Et nul autre que moi, ô mon père, ne donne des larmes à ta mort si cruelle et si digne de pitié !

Mais jamais je ne cesserai de faire entendre mes gémissements et mes sanglots, tant que je verrai les brillantes étoiles de la nuit, tant que je verrai la lumière du jour ; jamais je ne cesserai, comme le rossignol qui a perdu ses petits, de faire retentir mes accents plaintifs aux portes du palais de mon père.
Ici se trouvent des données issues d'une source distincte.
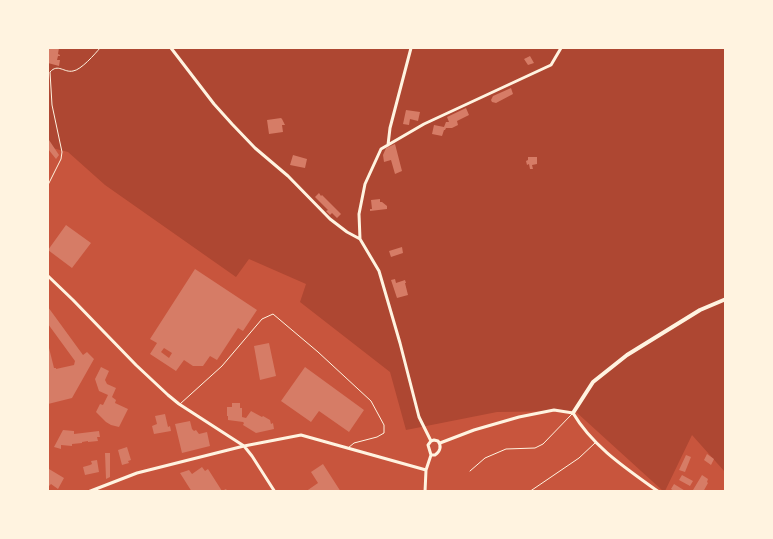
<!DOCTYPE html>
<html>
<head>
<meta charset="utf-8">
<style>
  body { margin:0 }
  #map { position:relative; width:773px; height:539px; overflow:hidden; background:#c8553d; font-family:"Asap Condensed",sans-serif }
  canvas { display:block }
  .frame { position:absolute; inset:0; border:49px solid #fff3e0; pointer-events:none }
</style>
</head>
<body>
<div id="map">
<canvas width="773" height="539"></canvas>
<div class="frame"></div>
</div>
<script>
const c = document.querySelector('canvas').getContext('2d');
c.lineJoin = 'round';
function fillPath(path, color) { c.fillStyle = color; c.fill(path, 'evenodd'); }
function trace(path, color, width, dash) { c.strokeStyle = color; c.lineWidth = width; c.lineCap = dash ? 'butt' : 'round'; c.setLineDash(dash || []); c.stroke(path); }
const green = new Path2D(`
  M48,48H725V472L692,435L665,491H663L575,411L497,412L406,430L390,372L300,302L306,284L249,259L236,277L105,185L68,152L48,147Z`);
const building = new Path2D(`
  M48,48H59L58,54L60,55V56H58L57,60H60L59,66L48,63Z
  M530,56L534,63L528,65L524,59Z
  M511,88L513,94L496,103L492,102L491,100L493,96Z
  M466,108L469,115L457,121L458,125L452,128H446L445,130H444L442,136L432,134L434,125L444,127L446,122H449L447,117Z
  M406,110L420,112L418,121L410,119L409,125L403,124Z
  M281,118L282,119L285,125H282L283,132L269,134L267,120Z
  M49,140L59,155L56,159L48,149V141Z
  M395,144L402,171L395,174L391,160L384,162L383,155L386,148Z
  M293,155L307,159L305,168L290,165Z
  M528,157H537V164L532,165L533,169H530L529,164L527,165L526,161L528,160Z
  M319,193L321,196L322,195L341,214L337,218L332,213L330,215L326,211L328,210L315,197Z
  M380,199V202H382L387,206V209L370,211V209H372L371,200Z
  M66,225L91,243L72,268L48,250Z
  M402,247L403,253L391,257L389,251Z
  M195,269L257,310L243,331L238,328L217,360L210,356L203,366H193L184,360L176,371L150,354L157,343L150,339ZM164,348L172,353L169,358L161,352Z
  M395,279L396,283L405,280L406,283H405L408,295L397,298L391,280Z
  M48,307L83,355L87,352L94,359L72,398L48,404V344L54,368H56V369L74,365L75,361L48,324Z
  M269,343L276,376L260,380L254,346Z
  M101,367L109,371L105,380L107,384L116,388L112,397L116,400L115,403L128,409L119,427L111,425L106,422L96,412L100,404L103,405L108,395L99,391L95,379Z
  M305,367L364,410L349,432L319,411L311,422L281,401Z
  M232,403H240V408H242V417L246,418L251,411L262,417L263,416L270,420L271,424L273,423L274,429L256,433L243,425L244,423L243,422L228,420V416H227V407H232Z
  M165,414L168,427L170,426L171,431L154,434L152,426L157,424L155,416Z
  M190,421L192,429L194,431L196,430L199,434L207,432L210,446L182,453L175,424Z
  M63,430L74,431V434L99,431L100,437H97L98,441L88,442V441L82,442V443L72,444V446L61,445V449L54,447Z
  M127,447L131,460L128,461L129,463L122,465L118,450Z
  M105,453H110V477L106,479Z
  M707,454L714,459L711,465L704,460Z
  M686,455L691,457L685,472L679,470Z
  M97,460L99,472L85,475L83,467L90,465L92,464L91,461Z
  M323,464L341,492H305L318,483L311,472Z
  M202,467L205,471L208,469L222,491L226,489L228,492H192L180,473L189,470L192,474Z
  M49,469L64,478L58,489L51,484L48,487V480L49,478L48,477V472Z
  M682,475L693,481L690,486L679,480Z
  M702,475L708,479L707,482L708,483L703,492H695L693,490Z
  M674,484L687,492H675L671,489Z`);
const path = new Path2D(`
  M48,185L61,159L62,152L52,105L50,72C58,63 64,73 73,71C81,70 95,54 100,48`);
const service = new Path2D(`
  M180,404L222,366L262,319L273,314L318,352L371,401L384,425V433L377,437L354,443L348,448
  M470,471L485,458L506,449L535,448L543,444L572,414
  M529,492L579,458L595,443`);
const minor = new Path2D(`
  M171,48L214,104L232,124L255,148L288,176L330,219L347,232L360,239L379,271L400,343L419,417L431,441
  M388,145L390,128L411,48
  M360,239L359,214L365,184L381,149L424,124L551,65L561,48
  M48,276L73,300L136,365L168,395L179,404L244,446L252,456L275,492
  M434,440L438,441C442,446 440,452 435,455H431L428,445L431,441Z
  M440,443L474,430L519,417L554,410L573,413C593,447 627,469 659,492
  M88,492L137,473L244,446L301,435L426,470
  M425,492L426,470L431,455`);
const tertiary = new Path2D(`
  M573,413L593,382L627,355L700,310L726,299`);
fillPath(green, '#ae4732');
fillPath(building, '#d67c66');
trace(path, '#fff3e0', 1);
trace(service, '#fff3e0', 1);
trace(minor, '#fff3e0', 3);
trace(tertiary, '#fff3e0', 4);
</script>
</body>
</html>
Sombre demeure de Pluton et de Proserpine, Mercure Souterrain, Imprécation révérée, et vous, filles des dieux, redoutables Érinnys, qui punissez le meurtre et l’adultère, venez, secourez-moi, vengez la mort de mon père, et envoyez-moi mon frère : car seule, je n’ai plus la force de supporter le poids intolérable de ma douleur[2].



LE CHŒUR.

{Strophe 1.) O fille de la plus coupable des mères, Électre, pourquoi te consumer ainsi dans des plaintes intarissables sur celui que la trahison d’une épouse impie livra jadis à une main criminelle, sur Agamemnon ? Ah ! s’il m’est permis de former ce souhait, périsse l’auteur d’un tel attentat !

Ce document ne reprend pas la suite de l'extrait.